But Steampunk versions of Broadway shows aren't unique. What really impressed me, and what makes this show really ours, is her addition of an all-ages (but mostly children) ensemble. The Broadway show features nothing of the sort. I never told her so, but I admire Jen's courage in doing this. It's really putting a part of herself on stage for approval. This grew out of Jen's very personal love for children and insistence on making them (including her own) a part of BLT's summer musicals. She was all-in on this, too. The ensemble wasn't
just layered on top of the show, she wove them into it. If it worked, the show worked, but if not, if audiences saw it as a distraction, it could have hurt the whole production. Jen created mini-scenes, little stories within the story, for the kids to act out. She used them to create special effects like the giant and the beanstalk. She used them to create mood and help enhance the characters around them (in one instance, for example, they are flowers that wilt as the Witch approaches). They aren't icing an audience can scape off and still enjoy the cake beneath, the are baked right in there. That was a risk, to be sure, but one Jen is uniquely qualified to take.
Most of the Ensemble in a publicity photo
The Beanstalk
Milky White, the hen that lays golden eggs and stolen giant's harp are all ensemble members

Watching this come together, I knew it worked just as Jen envisioned it.

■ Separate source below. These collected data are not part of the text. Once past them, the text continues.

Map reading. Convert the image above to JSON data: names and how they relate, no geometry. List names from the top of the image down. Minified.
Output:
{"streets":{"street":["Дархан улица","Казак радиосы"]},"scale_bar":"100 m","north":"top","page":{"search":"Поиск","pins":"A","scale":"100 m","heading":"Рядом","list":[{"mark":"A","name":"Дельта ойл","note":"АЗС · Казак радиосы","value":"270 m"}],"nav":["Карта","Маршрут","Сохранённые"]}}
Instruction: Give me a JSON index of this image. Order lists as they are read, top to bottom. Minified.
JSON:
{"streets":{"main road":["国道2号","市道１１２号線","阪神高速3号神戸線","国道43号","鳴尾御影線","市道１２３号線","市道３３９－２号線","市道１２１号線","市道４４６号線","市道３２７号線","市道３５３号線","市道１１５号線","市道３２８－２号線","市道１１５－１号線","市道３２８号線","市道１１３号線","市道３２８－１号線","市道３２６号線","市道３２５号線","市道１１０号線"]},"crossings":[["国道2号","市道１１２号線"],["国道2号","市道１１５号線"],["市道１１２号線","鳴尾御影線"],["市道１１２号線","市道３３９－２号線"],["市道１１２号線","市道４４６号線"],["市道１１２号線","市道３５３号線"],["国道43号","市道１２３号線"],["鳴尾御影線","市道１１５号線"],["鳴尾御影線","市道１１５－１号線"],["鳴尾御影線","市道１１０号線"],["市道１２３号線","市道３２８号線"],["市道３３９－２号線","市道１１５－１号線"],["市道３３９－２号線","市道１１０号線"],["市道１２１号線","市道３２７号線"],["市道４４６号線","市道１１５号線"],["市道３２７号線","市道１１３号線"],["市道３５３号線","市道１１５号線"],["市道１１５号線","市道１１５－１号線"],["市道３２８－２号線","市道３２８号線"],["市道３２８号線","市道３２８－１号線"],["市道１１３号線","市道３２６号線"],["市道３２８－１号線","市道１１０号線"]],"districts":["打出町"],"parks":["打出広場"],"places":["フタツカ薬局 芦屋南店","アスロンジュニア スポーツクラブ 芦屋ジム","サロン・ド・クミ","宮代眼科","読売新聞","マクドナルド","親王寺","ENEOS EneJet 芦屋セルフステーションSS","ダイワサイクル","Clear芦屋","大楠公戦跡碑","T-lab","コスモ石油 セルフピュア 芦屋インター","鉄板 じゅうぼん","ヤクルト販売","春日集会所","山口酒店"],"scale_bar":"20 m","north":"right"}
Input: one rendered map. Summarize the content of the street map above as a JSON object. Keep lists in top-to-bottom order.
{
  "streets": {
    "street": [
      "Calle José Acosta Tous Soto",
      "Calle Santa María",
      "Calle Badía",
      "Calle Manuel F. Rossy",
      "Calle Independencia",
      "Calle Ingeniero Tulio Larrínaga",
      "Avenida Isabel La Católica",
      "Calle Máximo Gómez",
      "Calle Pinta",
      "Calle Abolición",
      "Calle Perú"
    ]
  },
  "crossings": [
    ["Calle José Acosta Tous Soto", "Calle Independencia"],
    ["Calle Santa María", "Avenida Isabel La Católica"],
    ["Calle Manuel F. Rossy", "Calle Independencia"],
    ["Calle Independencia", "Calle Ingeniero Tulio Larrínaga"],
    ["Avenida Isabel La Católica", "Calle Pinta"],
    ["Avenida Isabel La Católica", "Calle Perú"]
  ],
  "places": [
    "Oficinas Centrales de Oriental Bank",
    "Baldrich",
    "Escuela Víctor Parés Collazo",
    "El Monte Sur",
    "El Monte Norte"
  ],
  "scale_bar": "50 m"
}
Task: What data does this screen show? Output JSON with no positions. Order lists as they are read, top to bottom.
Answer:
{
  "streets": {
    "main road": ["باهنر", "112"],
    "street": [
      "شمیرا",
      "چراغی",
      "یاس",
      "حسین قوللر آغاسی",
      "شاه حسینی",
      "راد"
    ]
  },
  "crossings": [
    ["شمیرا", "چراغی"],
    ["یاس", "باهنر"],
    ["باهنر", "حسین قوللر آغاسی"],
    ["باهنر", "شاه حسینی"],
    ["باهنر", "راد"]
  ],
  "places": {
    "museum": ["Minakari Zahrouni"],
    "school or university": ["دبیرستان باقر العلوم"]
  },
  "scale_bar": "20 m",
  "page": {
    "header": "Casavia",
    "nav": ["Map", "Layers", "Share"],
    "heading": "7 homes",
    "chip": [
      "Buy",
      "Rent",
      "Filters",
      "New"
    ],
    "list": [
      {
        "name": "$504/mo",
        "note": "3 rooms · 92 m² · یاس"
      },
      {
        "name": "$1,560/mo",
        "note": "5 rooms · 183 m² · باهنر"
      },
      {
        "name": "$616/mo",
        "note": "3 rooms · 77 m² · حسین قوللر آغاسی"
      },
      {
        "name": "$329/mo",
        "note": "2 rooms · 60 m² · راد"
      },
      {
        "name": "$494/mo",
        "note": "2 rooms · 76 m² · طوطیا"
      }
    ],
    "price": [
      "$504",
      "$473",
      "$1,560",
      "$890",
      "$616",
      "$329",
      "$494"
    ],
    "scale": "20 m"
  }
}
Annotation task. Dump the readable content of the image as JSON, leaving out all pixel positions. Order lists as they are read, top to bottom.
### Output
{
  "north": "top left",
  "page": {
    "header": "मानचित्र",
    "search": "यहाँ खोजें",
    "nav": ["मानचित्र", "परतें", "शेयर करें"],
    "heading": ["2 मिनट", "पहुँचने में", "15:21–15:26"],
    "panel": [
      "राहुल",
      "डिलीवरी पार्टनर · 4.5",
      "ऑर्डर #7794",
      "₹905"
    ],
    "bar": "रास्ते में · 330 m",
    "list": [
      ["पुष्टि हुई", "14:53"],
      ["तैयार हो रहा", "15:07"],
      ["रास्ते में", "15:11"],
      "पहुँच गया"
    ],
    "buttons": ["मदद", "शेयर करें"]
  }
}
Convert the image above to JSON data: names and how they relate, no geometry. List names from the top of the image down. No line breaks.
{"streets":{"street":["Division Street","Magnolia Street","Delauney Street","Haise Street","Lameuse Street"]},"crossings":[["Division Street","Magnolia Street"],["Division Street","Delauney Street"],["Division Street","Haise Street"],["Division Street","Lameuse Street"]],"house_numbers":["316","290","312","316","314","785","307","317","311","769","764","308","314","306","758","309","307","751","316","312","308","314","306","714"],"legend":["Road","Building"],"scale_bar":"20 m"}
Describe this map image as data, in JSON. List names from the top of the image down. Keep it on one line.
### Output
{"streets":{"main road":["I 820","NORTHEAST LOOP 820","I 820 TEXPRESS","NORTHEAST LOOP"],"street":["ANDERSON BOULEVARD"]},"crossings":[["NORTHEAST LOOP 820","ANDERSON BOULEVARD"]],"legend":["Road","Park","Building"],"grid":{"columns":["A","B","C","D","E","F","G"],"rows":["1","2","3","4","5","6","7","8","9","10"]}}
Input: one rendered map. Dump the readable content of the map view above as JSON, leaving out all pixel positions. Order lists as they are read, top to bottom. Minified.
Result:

The kids took to their roles with gusto and skill and the adults allowed them right into the show with enthusiasm and understanding. I knew *I* loved it and "got" what was happening, but I wondered how a critic would see it. Would he be one of those who believed local amateur theater should be judged solely on how close to the original they could get? Or would he get it as I did? We got our answer in the Star News' review yesterday:

Iapalucci's decision to cast a chorus of kids bolsters the whole fairy tale angle. Children play the birds who aid Cinderella and they open green umbrellas on a staircase to create Jack's beanstalk. It's a winning idea, even if a couple of the young performers' roles aren't entirely clear. 

He got it. And that was nice. But I find what I like most about Jen's  additions to Into The Woods is that, even as personal and very "her" they are, they make the show BELONG to all of us in the cast and crew. This isn't Broadway's Into The Woods, it's Brunswick Little Theatre's Into The Woods.

And it's EPIC.


Saturday, July 12, 2014

Things I ALREADY Love About BLT's Into The Woods

We can start with that poster. Cool, huh?

I've been happily watching this show come together and largely keeping my mouth shut about it. We open two weeks from last night. Two weeks from this moment, I will be backstage at Odell Williamson Auditorium. I like that idea. So, I'm going to list a few of the other things that make me happy about this show, and particularly Brunswick Little Theatre's production of it.

1. The Writing

James Lupine is credited with "the book" on this show. That's, to my simple understanding of musicals, the words between the songs. I imagine he and Stephen Sondheim worked together hand and glove with the lyrics and spoken word bits. The story is told largely in song, so they had to. It really worked, in ways I truly admire as an aspiring writer.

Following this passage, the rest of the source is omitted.